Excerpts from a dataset
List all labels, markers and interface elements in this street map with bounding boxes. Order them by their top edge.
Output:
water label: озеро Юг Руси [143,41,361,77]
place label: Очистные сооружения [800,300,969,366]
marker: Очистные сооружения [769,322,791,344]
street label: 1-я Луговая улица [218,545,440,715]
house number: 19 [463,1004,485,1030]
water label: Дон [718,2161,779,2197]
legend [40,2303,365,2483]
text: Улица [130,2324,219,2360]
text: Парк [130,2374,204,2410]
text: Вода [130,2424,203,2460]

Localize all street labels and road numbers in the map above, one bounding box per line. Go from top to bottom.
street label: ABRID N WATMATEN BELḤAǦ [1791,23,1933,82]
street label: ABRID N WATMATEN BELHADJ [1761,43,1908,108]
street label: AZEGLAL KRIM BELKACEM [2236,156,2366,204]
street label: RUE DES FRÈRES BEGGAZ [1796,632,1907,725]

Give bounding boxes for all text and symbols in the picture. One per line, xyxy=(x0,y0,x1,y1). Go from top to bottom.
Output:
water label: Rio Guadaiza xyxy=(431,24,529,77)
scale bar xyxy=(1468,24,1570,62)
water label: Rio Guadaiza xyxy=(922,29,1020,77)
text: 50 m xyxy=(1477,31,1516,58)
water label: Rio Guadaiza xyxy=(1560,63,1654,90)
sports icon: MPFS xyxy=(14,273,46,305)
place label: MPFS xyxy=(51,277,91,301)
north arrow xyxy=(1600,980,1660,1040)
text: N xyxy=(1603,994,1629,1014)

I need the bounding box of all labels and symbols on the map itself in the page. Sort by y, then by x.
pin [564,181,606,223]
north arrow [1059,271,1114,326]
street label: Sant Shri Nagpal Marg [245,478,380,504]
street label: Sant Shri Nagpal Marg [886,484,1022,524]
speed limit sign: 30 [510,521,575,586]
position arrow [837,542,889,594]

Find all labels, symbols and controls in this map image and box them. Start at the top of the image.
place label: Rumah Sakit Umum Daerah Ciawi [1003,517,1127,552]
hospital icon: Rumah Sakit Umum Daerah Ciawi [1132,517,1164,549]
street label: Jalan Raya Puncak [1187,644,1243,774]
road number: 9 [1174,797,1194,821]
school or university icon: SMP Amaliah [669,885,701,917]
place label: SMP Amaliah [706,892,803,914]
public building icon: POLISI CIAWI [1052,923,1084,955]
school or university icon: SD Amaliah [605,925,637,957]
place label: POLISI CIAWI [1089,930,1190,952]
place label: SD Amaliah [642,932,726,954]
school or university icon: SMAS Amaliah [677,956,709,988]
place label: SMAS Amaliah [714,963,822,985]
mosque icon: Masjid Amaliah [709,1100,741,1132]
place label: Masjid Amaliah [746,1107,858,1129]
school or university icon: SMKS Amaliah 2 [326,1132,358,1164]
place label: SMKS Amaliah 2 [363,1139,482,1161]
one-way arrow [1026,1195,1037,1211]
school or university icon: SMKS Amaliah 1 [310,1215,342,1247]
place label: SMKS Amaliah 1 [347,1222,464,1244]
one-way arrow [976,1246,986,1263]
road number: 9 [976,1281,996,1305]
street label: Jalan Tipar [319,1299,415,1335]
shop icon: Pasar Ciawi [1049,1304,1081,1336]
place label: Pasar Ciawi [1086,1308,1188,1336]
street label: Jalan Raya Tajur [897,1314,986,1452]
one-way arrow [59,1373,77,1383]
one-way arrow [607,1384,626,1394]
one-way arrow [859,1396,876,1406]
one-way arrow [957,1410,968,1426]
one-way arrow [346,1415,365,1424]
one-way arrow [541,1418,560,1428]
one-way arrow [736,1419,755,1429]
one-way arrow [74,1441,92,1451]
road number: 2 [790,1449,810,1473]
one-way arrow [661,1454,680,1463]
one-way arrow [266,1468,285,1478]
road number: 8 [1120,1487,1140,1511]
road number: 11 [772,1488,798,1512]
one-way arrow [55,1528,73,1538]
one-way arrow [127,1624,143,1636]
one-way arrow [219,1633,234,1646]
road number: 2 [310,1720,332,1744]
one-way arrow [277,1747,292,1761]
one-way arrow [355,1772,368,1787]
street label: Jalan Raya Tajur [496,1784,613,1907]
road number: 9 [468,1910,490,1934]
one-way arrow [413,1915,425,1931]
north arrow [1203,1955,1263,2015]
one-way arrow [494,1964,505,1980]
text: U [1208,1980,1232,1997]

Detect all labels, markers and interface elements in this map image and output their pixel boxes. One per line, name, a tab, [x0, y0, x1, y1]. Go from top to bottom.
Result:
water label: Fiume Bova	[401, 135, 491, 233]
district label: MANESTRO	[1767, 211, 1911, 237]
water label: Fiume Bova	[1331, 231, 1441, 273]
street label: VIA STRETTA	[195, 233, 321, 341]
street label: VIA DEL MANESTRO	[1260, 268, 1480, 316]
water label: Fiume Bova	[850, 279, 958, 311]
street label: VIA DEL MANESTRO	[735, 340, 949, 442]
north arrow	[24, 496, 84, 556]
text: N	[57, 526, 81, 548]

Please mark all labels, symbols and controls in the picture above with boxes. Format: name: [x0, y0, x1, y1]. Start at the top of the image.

> [PROBLEM] Retype all of the records so that every line matches the original exactly.

> [ANSWER TO THIS EXERCISE]
List all labels, markers and interface elements in this street map with bounding boxes. Order them by their top edge.
Output:
water label: озеро Юг Руси [143,41,361,77]
place label: Очистные сооружения [800,300,969,366]
marker: Очистные сооружения [769,322,791,344]
street label: 1-я Луговая улица [218,545,440,715]
house number: 19 [463,1004,485,1030]
water label: Дон [718,2161,779,2197]
legend [40,2303,365,2483]
text: Улица [130,2324,219,2360]
text: Парк [130,2374,204,2410]
text: Вода [130,2424,203,2460]

Localize all street labels and road numbers in the map above, one bounding box per line. Go from top to bottom.
street label: ABRID N WATMATEN BELḤAǦ [1791,23,1933,82]
street label: ABRID N WATMATEN BELHADJ [1761,43,1908,108]
street label: AZEGLAL KRIM BELKACEM [2236,156,2366,204]
street label: RUE DES FRÈRES BEGGAZ [1796,632,1907,725]

Give bounding boxes for all text and symbols in the picture. One per line, xyxy=(x0,y0,x1,y1). Go from top to bottom.
Output:
water label: Rio Guadaiza xyxy=(431,24,529,77)
scale bar xyxy=(1468,24,1570,62)
water label: Rio Guadaiza xyxy=(922,29,1020,77)
text: 50 m xyxy=(1477,31,1516,58)
water label: Rio Guadaiza xyxy=(1560,63,1654,90)
sports icon: MPFS xyxy=(14,273,46,305)
place label: MPFS xyxy=(51,277,91,301)
north arrow xyxy=(1600,980,1660,1040)
text: N xyxy=(1603,994,1629,1014)

I need the bounding box of all labels and symbols on the map itself in the page. Sort by y, then by x.
pin [564,181,606,223]
north arrow [1059,271,1114,326]
street label: Sant Shri Nagpal Marg [245,478,380,504]
street label: Sant Shri Nagpal Marg [886,484,1022,524]
speed limit sign: 30 [510,521,575,586]
position arrow [837,542,889,594]

Find all labels, symbols and controls in this map image and box them. Start at the top of the image.
place label: Rumah Sakit Umum Daerah Ciawi [1003,517,1127,552]
hospital icon: Rumah Sakit Umum Daerah Ciawi [1132,517,1164,549]
street label: Jalan Raya Puncak [1187,644,1243,774]
road number: 9 [1174,797,1194,821]
school or university icon: SMP Amaliah [669,885,701,917]
place label: SMP Amaliah [706,892,803,914]
public building icon: POLISI CIAWI [1052,923,1084,955]
school or university icon: SD Amaliah [605,925,637,957]
place label: POLISI CIAWI [1089,930,1190,952]
place label: SD Amaliah [642,932,726,954]
school or university icon: SMAS Amaliah [677,956,709,988]
place label: SMAS Amaliah [714,963,822,985]
mosque icon: Masjid Amaliah [709,1100,741,1132]
place label: Masjid Amaliah [746,1107,858,1129]
school or university icon: SMKS Amaliah 2 [326,1132,358,1164]
place label: SMKS Amaliah 2 [363,1139,482,1161]
one-way arrow [1026,1195,1037,1211]
school or university icon: SMKS Amaliah 1 [310,1215,342,1247]
place label: SMKS Amaliah 1 [347,1222,464,1244]
one-way arrow [976,1246,986,1263]
road number: 9 [976,1281,996,1305]
street label: Jalan Tipar [319,1299,415,1335]
shop icon: Pasar Ciawi [1049,1304,1081,1336]
place label: Pasar Ciawi [1086,1308,1188,1336]
street label: Jalan Raya Tajur [897,1314,986,1452]
one-way arrow [59,1373,77,1383]
one-way arrow [607,1384,626,1394]
one-way arrow [859,1396,876,1406]
one-way arrow [957,1410,968,1426]
one-way arrow [346,1415,365,1424]
one-way arrow [541,1418,560,1428]
one-way arrow [736,1419,755,1429]
one-way arrow [74,1441,92,1451]
road number: 2 [790,1449,810,1473]
one-way arrow [661,1454,680,1463]
one-way arrow [266,1468,285,1478]
road number: 8 [1120,1487,1140,1511]
road number: 11 [772,1488,798,1512]
one-way arrow [55,1528,73,1538]
one-way arrow [127,1624,143,1636]
one-way arrow [219,1633,234,1646]
road number: 2 [310,1720,332,1744]
one-way arrow [277,1747,292,1761]
one-way arrow [355,1772,368,1787]
street label: Jalan Raya Tajur [496,1784,613,1907]
road number: 9 [468,1910,490,1934]
one-way arrow [413,1915,425,1931]
north arrow [1203,1955,1263,2015]
one-way arrow [494,1964,505,1980]
text: U [1208,1980,1232,1997]

Detect all labels, markers and interface elements in this map image and output their pixel boxes. One per line, name, a tab, [x0, y0, x1, y1]. Go from top to bottom.
Result:
water label: Fiume Bova	[401, 135, 491, 233]
district label: MANESTRO	[1767, 211, 1911, 237]
water label: Fiume Bova	[1331, 231, 1441, 273]
street label: VIA STRETTA	[195, 233, 321, 341]
street label: VIA DEL MANESTRO	[1260, 268, 1480, 316]
water label: Fiume Bova	[850, 279, 958, 311]
street label: VIA DEL MANESTRO	[735, 340, 949, 442]
north arrow	[24, 496, 84, 556]
text: N	[57, 526, 81, 548]

Please mark all labels, symbols and controls in the picture above with boxes. Format: name: [x0, y0, x1, y1]. Start at the top of the image.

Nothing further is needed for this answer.